§ **EXERCISE**:
What you produce should be every line from the data that includes "left".

# # # # #

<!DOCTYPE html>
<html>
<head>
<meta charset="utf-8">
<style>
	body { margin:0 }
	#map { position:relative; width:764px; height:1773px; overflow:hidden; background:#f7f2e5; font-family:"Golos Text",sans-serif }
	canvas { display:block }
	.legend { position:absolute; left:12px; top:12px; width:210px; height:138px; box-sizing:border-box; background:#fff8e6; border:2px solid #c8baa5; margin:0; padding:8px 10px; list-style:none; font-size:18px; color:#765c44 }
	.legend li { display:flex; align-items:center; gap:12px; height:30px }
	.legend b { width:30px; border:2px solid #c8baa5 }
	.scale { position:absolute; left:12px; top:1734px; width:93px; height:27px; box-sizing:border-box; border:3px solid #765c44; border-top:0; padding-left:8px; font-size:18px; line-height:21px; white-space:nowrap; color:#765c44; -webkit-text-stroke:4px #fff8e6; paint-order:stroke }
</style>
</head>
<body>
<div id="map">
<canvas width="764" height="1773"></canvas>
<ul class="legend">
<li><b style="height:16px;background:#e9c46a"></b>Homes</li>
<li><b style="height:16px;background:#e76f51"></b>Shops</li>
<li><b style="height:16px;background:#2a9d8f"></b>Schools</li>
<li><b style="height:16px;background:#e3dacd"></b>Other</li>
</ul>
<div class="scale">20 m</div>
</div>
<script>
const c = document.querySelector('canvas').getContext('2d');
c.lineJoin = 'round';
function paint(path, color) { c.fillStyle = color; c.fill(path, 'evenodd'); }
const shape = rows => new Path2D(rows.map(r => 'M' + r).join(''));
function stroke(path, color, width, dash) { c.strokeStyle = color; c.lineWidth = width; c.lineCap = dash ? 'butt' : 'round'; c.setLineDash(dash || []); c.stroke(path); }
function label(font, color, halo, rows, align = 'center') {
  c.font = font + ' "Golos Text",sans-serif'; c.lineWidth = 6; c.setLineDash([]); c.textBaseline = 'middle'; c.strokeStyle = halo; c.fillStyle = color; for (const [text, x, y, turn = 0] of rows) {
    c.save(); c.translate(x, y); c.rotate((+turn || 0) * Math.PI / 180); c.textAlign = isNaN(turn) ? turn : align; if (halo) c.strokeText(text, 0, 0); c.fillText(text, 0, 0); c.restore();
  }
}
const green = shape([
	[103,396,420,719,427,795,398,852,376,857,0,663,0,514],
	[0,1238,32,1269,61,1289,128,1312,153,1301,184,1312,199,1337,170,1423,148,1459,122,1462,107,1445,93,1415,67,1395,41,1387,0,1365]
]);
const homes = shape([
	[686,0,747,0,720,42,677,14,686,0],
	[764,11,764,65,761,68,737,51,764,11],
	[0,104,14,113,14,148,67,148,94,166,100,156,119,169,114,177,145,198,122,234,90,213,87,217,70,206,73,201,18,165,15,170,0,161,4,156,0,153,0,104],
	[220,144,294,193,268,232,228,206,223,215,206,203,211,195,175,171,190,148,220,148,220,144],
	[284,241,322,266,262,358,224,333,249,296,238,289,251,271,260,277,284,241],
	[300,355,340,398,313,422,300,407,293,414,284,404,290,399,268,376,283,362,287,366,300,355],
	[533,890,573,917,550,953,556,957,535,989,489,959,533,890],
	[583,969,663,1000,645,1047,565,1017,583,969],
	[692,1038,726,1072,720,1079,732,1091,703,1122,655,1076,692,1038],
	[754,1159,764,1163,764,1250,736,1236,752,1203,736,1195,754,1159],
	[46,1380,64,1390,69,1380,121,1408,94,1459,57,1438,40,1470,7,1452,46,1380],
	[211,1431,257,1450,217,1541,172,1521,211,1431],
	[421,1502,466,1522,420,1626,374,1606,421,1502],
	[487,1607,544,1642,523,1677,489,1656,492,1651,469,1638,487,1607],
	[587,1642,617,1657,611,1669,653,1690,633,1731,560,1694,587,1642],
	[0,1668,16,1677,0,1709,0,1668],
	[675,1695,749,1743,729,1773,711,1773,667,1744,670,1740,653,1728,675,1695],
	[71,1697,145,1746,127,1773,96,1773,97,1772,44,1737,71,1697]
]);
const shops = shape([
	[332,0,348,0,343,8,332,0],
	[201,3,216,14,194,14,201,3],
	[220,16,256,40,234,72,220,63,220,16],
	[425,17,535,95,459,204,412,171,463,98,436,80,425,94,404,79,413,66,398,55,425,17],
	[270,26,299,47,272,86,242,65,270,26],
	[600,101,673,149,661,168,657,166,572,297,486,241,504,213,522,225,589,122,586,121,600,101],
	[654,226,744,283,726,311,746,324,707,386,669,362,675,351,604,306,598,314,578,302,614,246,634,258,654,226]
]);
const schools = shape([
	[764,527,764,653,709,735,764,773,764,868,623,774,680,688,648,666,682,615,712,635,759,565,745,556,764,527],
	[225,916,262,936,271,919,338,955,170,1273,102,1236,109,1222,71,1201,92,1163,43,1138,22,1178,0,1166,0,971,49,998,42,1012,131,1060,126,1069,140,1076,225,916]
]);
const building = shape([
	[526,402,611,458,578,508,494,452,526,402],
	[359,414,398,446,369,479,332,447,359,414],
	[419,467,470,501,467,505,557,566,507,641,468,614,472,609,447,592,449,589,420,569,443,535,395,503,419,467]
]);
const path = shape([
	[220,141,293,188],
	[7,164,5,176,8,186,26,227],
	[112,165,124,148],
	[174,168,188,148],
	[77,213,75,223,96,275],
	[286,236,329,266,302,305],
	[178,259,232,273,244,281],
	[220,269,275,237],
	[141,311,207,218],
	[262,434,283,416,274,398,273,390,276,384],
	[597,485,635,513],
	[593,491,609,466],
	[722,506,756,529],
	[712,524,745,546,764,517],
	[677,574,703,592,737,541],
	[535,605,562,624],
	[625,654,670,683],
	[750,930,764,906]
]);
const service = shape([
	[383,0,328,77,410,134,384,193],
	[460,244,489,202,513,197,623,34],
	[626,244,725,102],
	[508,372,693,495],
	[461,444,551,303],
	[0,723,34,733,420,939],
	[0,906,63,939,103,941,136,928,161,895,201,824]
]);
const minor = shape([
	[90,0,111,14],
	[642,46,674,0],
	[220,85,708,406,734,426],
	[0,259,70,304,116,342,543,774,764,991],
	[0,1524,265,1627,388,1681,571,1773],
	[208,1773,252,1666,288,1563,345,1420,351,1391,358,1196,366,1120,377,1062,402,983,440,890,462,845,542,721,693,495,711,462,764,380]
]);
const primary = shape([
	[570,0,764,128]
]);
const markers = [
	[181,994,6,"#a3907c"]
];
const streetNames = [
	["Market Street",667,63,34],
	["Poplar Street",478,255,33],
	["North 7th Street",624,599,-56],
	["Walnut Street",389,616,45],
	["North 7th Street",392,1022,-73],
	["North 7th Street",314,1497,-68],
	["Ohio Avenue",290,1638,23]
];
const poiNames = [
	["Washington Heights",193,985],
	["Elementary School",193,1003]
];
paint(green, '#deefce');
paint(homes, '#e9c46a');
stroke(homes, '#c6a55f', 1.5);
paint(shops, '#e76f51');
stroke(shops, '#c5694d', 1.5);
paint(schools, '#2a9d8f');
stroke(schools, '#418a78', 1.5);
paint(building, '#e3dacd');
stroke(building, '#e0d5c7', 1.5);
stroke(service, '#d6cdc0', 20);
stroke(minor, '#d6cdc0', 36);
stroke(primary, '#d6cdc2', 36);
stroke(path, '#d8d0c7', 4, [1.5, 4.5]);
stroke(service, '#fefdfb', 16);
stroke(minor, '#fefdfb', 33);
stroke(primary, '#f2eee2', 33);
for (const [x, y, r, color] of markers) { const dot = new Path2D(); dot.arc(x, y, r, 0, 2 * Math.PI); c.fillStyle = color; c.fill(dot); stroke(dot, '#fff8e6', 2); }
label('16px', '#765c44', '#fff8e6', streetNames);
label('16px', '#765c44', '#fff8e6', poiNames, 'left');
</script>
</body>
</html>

# # # # #

§ **SOLUTION**:
	.legend { position:absolute; left:12px; top:12px; width:210px; height:138px; box-sizing:border-box; background:#fff8e6; border:2px solid #c8baa5; margin:0; padding:8px 10px; list-style:none; font-size:18px; color:#765c44 }
	.scale { position:absolute; left:12px; top:1734px; width:93px; height:27px; box-sizing:border-box; border:3px solid #765c44; border-top:0; padding-left:8px; font-size:18px; line-height:21px; white-space:nowrap; color:#765c44; -webkit-text-stroke:4px #fff8e6; paint-order:stroke }
label('16px', '#765c44', '#fff8e6', poiNames, 'left');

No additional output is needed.